On yet another country road with his cameras in the backseat, Rick Evans drives. Through the speakers in his truck, The Lone Bellow band wails “You Never Need Nobody” in a crescendo so good and strong, that he hits repeat. Rick leans over the steering wheel for a glimpse of a cloudless sky where eagles swoop, then come to rest atop a tall tree.
“Photography has always been a passion, but it actually took a long time to get into it,” said Rick. “In high school, one of my best buddies, Frank Buckley, took photography and I’d watch him develop photos in the darkroom. I always wanted to do that.”
But for a while, Rick played alto saxophone throughout junior high and Atascadero High (Class of 1973), and again at Cuesta College. His father, Lloyd “Dick” Evans, who hailed from North Dakota, played guitar, bass, piano, and passed away in 1984. “He’s the reason I got into playing music,” said Rick.
In 1976, Rick played bass with The Blackberry Ridge Band, performing country, bluegrass, and rock at wedding receptions, private parties, and large dances in North County. He still plays gigs occasionally.
Rick worked an assortment of jobs like young adults do – the 76 Station, an electrician’s assistant, pest control operator, landscape maintenance, and at Atascadero News from 1979 to 1983, as an assistant pressman, “darkroom guy,” and paper deliverer.
“Lon Allan was the editor. Al Decker was a freelance photographer and kind of my mentor. My love for photo credits started then,” he grinned. In the early ‘80s, Rick began capturing images of things being built.
Today, evidence of Rick’s photojournalism is everywhere, and many recognize his work, from local newscasts to SLO County print media. His numerous Facebook pages reveal an affinity for all things historic – “I grew up in San Luis Obispo County,” “The Printery – The Masonic Temple,” “Atascadero Civic Center,” “The Wrestling Bacchantes,” “Another Rick Evans Photo,” and “Atascadero Historical Society / Colony Heritage Center.”

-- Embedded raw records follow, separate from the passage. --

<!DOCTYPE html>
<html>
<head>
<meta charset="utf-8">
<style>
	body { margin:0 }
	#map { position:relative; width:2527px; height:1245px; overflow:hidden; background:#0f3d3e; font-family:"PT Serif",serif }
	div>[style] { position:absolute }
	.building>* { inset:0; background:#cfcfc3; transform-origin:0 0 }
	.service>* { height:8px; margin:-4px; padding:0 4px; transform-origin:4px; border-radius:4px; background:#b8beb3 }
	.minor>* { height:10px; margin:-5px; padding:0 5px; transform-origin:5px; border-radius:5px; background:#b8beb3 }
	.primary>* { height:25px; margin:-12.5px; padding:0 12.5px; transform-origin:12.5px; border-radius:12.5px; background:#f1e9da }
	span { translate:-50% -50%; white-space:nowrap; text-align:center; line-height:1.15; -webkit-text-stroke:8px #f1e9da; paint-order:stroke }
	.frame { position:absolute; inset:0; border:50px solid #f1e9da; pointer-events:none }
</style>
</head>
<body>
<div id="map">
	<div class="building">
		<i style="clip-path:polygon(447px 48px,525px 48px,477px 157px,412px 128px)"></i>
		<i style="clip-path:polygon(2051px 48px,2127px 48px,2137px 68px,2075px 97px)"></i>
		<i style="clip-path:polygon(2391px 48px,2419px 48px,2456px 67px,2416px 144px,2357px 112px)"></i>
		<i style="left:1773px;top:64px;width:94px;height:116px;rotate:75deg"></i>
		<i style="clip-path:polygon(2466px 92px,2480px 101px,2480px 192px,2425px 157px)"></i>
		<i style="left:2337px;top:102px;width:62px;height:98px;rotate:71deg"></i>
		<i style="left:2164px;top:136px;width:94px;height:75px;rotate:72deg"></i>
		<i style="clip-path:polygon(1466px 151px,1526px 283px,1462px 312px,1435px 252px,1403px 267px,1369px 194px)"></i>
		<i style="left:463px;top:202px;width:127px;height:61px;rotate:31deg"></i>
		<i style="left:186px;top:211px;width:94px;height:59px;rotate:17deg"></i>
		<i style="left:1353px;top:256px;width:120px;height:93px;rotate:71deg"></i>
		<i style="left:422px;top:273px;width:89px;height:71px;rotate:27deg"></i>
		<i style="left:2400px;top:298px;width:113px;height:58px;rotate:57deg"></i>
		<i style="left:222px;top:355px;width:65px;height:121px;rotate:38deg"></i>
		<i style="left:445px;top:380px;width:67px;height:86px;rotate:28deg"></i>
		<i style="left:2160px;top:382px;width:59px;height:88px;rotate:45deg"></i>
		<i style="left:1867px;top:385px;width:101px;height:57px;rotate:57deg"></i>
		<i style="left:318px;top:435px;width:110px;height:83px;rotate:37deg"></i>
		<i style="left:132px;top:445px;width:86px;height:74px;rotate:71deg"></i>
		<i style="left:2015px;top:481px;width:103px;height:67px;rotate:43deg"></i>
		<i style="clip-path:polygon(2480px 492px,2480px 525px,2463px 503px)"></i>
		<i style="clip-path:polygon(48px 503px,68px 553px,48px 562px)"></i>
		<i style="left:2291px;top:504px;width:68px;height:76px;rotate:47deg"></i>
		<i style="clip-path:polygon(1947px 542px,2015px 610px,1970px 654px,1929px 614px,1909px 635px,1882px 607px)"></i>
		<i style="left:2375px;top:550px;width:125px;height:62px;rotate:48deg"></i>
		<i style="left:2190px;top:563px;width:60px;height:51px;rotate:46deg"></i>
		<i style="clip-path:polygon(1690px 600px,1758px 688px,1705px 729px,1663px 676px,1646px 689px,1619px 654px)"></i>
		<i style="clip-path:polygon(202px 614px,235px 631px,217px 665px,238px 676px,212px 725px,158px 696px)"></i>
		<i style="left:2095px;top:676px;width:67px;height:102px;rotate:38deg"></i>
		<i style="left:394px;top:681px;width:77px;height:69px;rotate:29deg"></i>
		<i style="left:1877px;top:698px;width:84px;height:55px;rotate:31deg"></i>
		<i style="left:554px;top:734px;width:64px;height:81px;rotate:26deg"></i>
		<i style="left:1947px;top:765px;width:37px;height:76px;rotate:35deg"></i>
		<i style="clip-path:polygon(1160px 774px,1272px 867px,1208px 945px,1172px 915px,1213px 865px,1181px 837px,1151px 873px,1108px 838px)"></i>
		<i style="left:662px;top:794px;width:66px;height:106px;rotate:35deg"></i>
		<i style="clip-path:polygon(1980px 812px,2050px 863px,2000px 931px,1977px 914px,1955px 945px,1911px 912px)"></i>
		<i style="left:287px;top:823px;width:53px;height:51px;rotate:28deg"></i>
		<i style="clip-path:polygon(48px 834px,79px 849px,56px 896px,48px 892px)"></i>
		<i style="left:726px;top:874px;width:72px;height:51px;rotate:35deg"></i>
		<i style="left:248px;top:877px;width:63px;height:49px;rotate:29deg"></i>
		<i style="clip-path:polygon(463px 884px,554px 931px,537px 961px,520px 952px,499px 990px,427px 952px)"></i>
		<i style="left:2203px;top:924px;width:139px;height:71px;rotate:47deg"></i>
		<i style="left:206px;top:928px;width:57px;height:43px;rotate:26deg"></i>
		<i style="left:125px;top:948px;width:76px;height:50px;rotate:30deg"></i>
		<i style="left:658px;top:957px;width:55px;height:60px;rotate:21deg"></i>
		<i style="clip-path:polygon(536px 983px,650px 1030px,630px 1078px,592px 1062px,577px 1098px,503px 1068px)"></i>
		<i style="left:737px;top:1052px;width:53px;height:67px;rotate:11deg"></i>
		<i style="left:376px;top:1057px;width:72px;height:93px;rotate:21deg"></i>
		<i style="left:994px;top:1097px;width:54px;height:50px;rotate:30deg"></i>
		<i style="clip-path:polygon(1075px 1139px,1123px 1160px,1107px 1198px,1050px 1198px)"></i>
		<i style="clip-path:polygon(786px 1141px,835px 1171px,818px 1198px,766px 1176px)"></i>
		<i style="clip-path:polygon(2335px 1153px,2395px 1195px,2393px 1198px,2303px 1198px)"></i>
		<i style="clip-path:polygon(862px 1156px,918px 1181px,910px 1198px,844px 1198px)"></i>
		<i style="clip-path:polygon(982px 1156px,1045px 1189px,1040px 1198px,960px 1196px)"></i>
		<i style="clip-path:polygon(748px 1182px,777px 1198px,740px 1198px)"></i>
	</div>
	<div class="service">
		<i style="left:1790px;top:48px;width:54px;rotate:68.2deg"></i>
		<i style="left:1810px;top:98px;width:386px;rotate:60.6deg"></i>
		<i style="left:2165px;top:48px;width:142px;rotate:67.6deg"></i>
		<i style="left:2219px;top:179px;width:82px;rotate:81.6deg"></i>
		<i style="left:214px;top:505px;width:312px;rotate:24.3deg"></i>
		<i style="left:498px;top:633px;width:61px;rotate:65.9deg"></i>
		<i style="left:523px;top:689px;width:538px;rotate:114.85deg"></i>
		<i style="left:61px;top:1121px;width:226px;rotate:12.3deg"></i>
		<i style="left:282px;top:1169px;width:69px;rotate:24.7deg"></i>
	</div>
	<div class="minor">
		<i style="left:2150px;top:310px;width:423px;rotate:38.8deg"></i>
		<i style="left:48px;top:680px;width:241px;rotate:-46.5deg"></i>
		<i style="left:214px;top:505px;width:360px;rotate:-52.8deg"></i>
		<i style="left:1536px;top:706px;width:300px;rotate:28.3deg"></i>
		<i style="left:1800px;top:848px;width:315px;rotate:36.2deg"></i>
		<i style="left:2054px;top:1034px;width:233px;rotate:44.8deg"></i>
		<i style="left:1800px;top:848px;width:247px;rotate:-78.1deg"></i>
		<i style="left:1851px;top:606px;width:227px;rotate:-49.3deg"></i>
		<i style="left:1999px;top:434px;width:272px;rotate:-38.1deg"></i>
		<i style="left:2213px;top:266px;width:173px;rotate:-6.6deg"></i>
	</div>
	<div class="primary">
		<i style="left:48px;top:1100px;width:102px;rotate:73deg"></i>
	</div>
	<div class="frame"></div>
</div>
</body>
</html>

Somehow, Rick balanced his love for photography with a 23-year career as a custodian at San Gabriel Elementary School in Atascadero, where he retired in June.
“They were a great bunch of people,” said Rick. “They were like a second family to me.”
Rick’s mother Marie, a native of Minnesota, lived a long and fruitful life to age 98 with her son’s attentive assistance. He’s close to his only child, Savanah, 24. Thankfully, Marie was able to spend precious time with granddaughter Savanah and great-granddaughter, Millie, born last February, until Marie’s death last December.
“I wish for Savanah’s family good health, to be happy in life and to achieve what they want. Austin is a good husband and a good dad to Millie,” said Rick. “To have a daughter who could look up to you? It erases whatever mistakes I’ve made or whether people like me or not. I love her!” said Rick, with eyes welling.
“I want to be remembered as a happy-go-lucky guy with a sense of humor who pretty much liked everybody,” said Rick. “I hope Millie has a decent world to grow up in because we’re in strange times. Maybe we can treat people with respect in how they want to be treated. I hope she will be whatever she wants to be.”
Rick parks his truck, steps down onto gravel and grabs his camera. As if on cue, another eagle soars overhead, casting a quick shadow below. A country flyby seems a fitting tribute for the man used to capturing the lives of others through his lens. Those eagle eyes overhead acknowledge Rick’s presence just the same.